Collected data entries

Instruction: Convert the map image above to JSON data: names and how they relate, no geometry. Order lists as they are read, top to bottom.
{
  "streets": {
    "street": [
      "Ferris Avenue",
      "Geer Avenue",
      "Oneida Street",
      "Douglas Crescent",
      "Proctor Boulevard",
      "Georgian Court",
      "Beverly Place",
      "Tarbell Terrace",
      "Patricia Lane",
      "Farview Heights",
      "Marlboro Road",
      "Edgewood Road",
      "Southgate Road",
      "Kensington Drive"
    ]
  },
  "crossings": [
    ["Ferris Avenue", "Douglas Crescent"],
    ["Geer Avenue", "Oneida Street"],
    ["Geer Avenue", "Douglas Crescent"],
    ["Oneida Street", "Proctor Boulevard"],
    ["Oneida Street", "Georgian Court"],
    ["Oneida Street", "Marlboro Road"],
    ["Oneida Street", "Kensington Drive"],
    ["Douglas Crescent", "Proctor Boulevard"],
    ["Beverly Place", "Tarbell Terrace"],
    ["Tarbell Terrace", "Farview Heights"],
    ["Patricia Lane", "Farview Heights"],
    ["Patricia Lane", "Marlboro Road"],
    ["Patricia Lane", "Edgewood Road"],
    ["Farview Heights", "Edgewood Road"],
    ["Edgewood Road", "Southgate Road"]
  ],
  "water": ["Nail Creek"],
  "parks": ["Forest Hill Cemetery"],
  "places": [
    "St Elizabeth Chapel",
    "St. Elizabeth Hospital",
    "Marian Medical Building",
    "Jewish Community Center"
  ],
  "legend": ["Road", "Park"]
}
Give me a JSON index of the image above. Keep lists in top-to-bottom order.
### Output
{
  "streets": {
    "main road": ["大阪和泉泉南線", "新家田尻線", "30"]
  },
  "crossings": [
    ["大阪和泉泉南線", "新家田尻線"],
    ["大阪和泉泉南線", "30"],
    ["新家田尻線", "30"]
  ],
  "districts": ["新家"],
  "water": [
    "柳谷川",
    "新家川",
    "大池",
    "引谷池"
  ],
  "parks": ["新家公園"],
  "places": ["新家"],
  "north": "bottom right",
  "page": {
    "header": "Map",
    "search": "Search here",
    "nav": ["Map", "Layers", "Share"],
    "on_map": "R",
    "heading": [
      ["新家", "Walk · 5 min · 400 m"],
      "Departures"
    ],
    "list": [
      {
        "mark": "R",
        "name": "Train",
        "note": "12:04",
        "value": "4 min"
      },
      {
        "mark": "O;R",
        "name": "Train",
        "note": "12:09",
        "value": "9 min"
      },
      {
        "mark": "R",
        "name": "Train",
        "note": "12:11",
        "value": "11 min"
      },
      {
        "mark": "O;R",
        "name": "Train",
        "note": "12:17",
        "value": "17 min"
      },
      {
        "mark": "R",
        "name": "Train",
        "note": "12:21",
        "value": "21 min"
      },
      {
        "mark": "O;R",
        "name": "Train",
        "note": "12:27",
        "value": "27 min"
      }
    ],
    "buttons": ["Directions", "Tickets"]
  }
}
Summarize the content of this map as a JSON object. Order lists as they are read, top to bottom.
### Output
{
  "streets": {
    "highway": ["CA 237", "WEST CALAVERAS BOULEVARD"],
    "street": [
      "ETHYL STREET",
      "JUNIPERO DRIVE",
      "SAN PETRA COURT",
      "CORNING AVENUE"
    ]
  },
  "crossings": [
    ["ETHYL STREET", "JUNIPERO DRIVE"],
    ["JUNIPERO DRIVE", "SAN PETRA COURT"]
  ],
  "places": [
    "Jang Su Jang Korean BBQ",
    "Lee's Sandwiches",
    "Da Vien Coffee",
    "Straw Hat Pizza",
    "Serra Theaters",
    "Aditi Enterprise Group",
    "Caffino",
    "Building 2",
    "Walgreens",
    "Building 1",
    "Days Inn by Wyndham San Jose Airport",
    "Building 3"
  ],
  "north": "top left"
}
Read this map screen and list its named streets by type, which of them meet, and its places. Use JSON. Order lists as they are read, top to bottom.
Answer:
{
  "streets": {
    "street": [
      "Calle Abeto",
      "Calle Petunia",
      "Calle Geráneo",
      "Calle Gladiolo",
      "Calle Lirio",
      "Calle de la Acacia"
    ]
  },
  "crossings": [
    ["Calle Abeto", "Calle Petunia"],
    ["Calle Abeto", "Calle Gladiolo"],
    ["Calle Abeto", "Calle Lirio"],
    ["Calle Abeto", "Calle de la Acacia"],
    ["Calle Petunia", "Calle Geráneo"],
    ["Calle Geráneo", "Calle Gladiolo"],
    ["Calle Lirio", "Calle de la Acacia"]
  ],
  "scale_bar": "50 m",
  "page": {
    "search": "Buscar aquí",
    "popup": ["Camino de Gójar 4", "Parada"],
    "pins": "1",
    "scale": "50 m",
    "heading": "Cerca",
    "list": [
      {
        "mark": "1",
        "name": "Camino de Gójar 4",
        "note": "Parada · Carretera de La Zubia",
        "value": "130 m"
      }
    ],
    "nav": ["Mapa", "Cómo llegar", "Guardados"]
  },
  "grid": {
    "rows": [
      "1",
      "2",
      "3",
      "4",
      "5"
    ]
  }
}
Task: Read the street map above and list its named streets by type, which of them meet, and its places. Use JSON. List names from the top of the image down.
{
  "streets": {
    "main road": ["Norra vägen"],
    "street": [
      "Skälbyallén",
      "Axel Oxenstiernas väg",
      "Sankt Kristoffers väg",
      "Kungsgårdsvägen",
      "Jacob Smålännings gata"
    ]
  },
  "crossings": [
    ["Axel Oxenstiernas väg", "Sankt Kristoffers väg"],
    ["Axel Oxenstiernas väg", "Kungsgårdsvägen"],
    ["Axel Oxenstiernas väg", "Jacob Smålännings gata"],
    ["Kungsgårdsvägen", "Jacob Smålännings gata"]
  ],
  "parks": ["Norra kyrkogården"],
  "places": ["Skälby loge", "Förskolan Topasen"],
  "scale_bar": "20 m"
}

• Your objective:
Across all the entries, count the lines that contain "them", and state nothing but the total.

• Solution for this exercise:
2